*** COLLECTED MATERIAL Section Begins ***
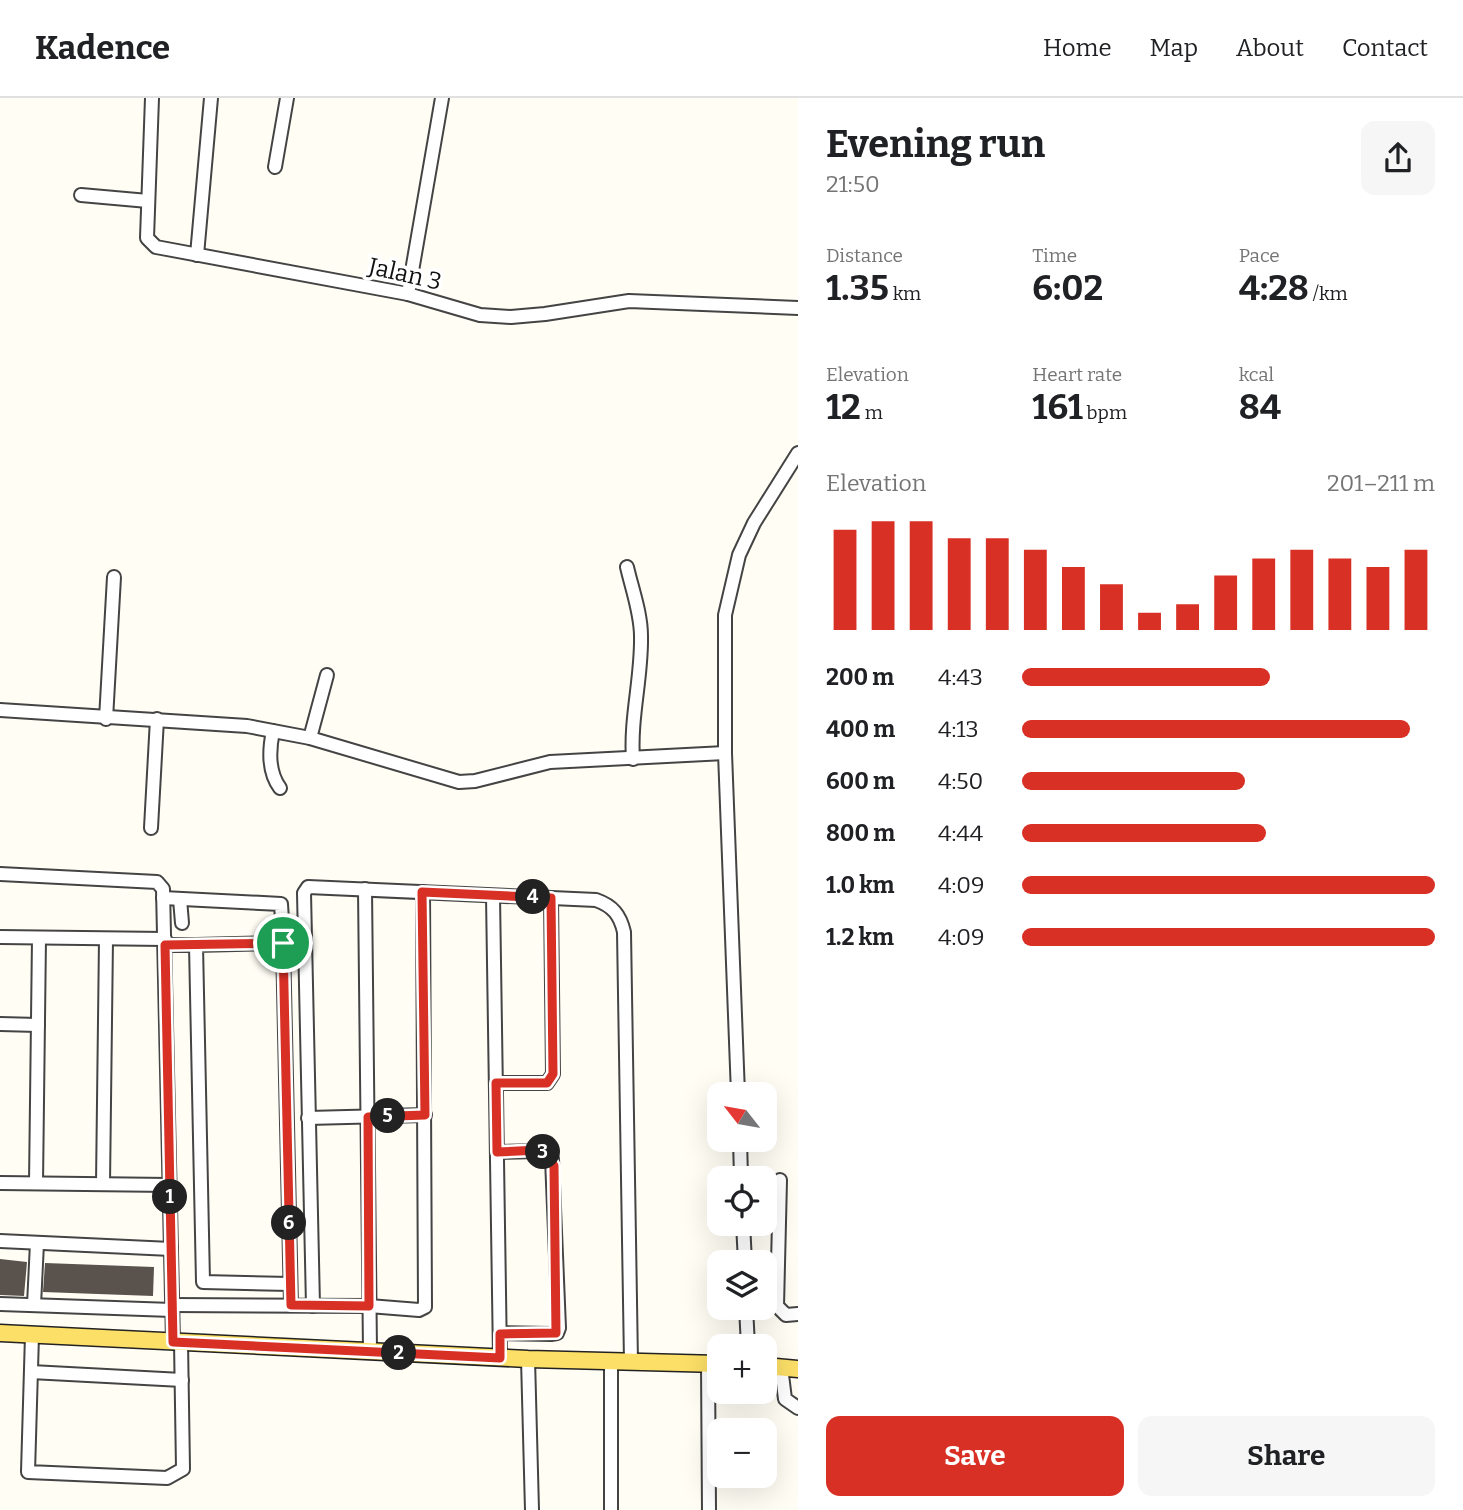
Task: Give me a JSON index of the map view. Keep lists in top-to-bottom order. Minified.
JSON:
{"streets":{"street":["Jalan 3"]},"north":"top left","page":{"header":"Kadence","nav":["Home","Map","About","Contact"],"heading":["Evening run","21:50"],"stats":[["Distance","1.35 km"],["Time","6:02"],["Pace","4:28 /km"],["Elevation","12 m"],["Heart rate","161 bpm"],["kcal","84"]],"chart":["Elevation","201–211 m"],"list":[{"name":"200 m","note":"4:43"},{"name":"400 m","note":"4:13"},{"name":"600 m","note":"4:50"},{"name":"800 m","note":"4:44"},{"name":"1.0 km","note":"4:09"},{"name":"1.2 km","note":"4:09"}],"pins":["4","5","3","1","6","2"],"map_buttons":["+","−"],"buttons":["Save","Share"]}}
*** COLLECTED MATERIAL Section Ends ***
**ABOUT THIS TASK**
Restate the whole listing above exactly, please, omitting every image.

**PROBLEM SOLUTION**
Task: Give me a JSON index of the map view. Keep lists in top-to-bottom order. Minified.
JSON:
{"streets":{"street":["Jalan 3"]},"north":"top left","page":{"header":"Kadence","nav":["Home","Map","About","Contact"],"heading":["Evening run","21:50"],"stats":[["Distance","1.35 km"],["Time","6:02"],["Pace","4:28 /km"],["Elevation","12 m"],["Heart rate","161 bpm"],["kcal","84"]],"chart":["Elevation","201–211 m"],"list":[{"name":"200 m","note":"4:43"},{"name":"400 m","note":"4:13"},{"name":"600 m","note":"4:50"},{"name":"800 m","note":"4:44"},{"name":"1.0 km","note":"4:09"},{"name":"1.2 km","note":"4:09"}],"pins":["4","5","3","1","6","2"],"map_buttons":["+","−"],"buttons":["Save","Share"]}}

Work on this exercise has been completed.